» Description of the task
Write out each record in full and exactly as given. Skip any pictures.

────────────────────

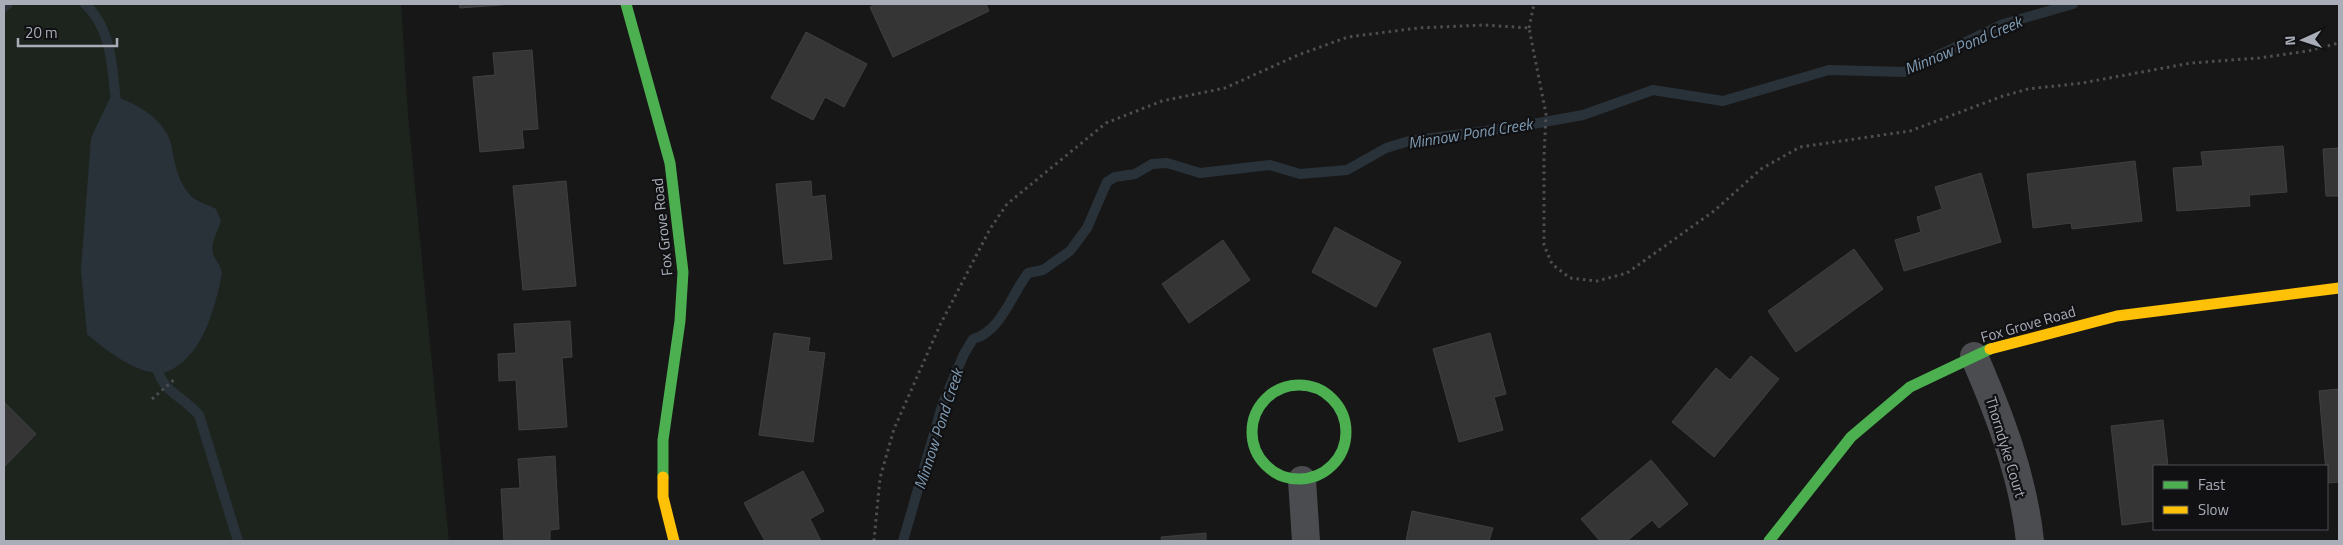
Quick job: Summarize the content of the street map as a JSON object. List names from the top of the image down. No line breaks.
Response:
{"streets":{"street":["Fox Grove Road","Thorndyke Court"]},"crossings":[["Fox Grove Road","Thorndyke Court"]],"water":["Minnow Pond Creek"],"legend":["Fast","Slow"],"scale_bar":"20 m","north":"left"}
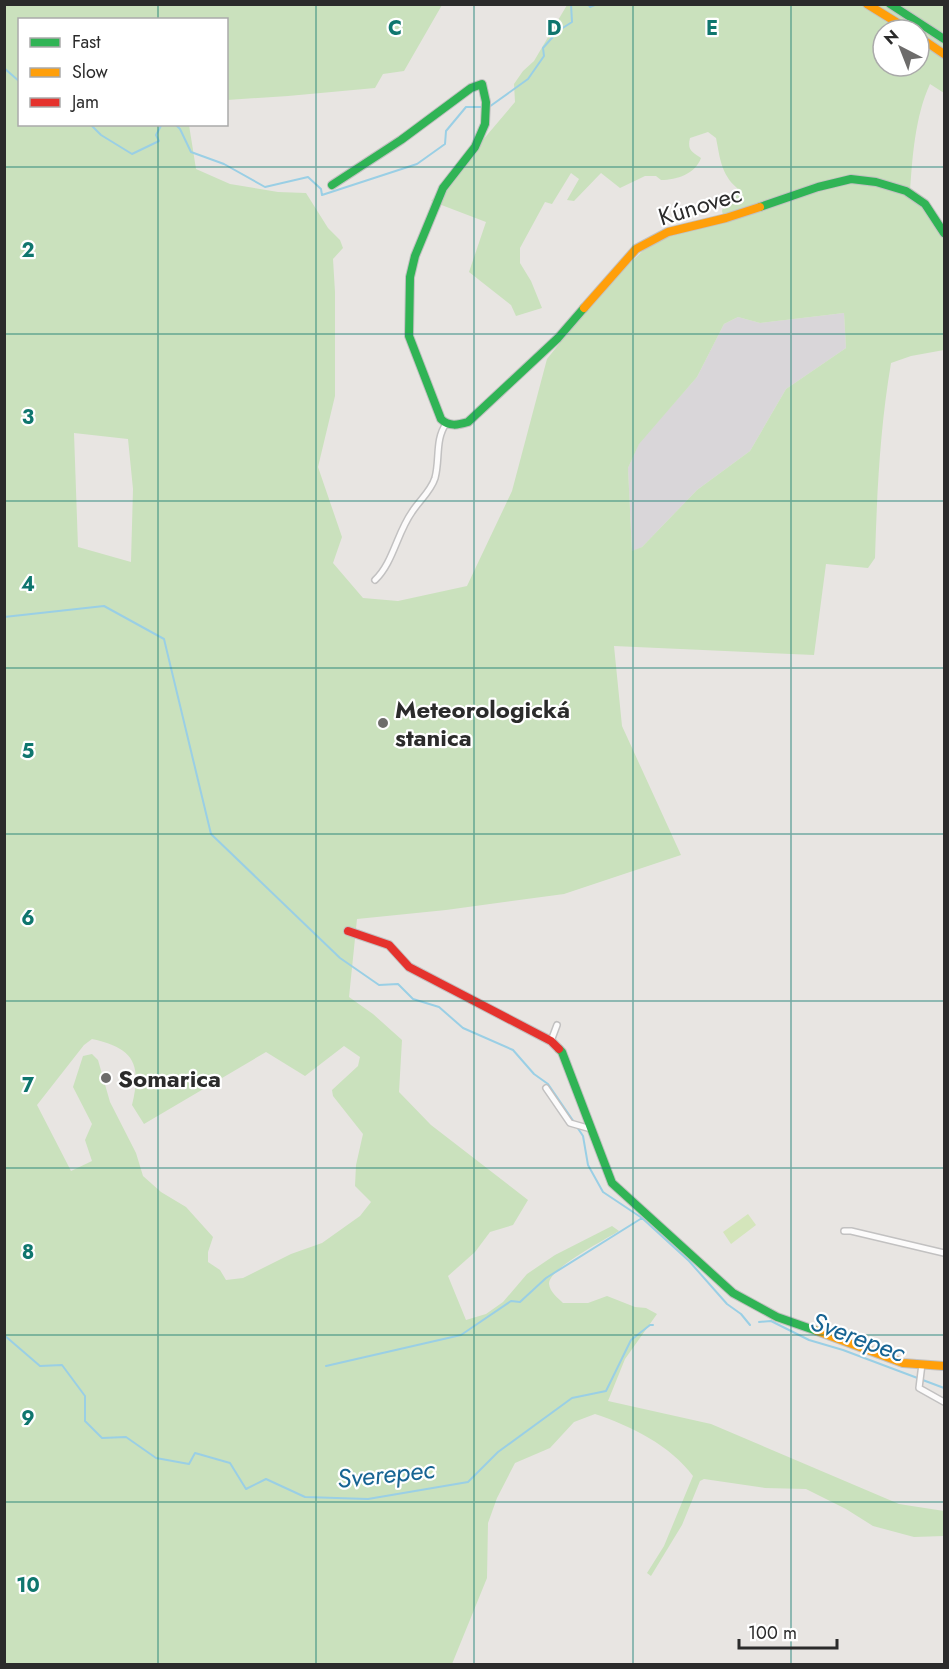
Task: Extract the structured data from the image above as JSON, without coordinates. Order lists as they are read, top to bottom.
{
  "streets": {
    "main road": ["Kúnovec"]
  },
  "water": ["Sverepec"],
  "places": ["Meteorologická stanica", "Somarica"],
  "legend": ["Fast", "Slow", "Jam"],
  "scale_bar": "100 m",
  "north": "top left",
  "grid": {
    "columns": ["C", "D", "E"],
    "rows": [
      "2",
      "3",
      "4",
      "5",
      "6",
      "7",
      "8",
      "9",
      "10"
    ]
  }
}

────────────────────

» Answer space
Quick job: Summarize the content of the street map as a JSON object. List names from the top of the image down. No line breaks.
Response:
{"streets":{"street":["Fox Grove Road","Thorndyke Court"]},"crossings":[["Fox Grove Road","Thorndyke Court"]],"water":["Minnow Pond Creek"],"legend":["Fast","Slow"],"scale_bar":"20 m","north":"left"}
Task: Extract the structured data from the image above as JSON, without coordinates. Order lists as they are read, top to bottom.
{
  "streets": {
    "main road": ["Kúnovec"]
  },
  "water": ["Sverepec"],
  "places": ["Meteorologická stanica", "Somarica"],
  "legend": ["Fast", "Slow", "Jam"],
  "scale_bar": "100 m",
  "north": "top left",
  "grid": {
    "columns": ["C", "D", "E"],
    "rows": [
      "2",
      "3",
      "4",
      "5",
      "6",
      "7",
      "8",
      "9",
      "10"
    ]
  }
}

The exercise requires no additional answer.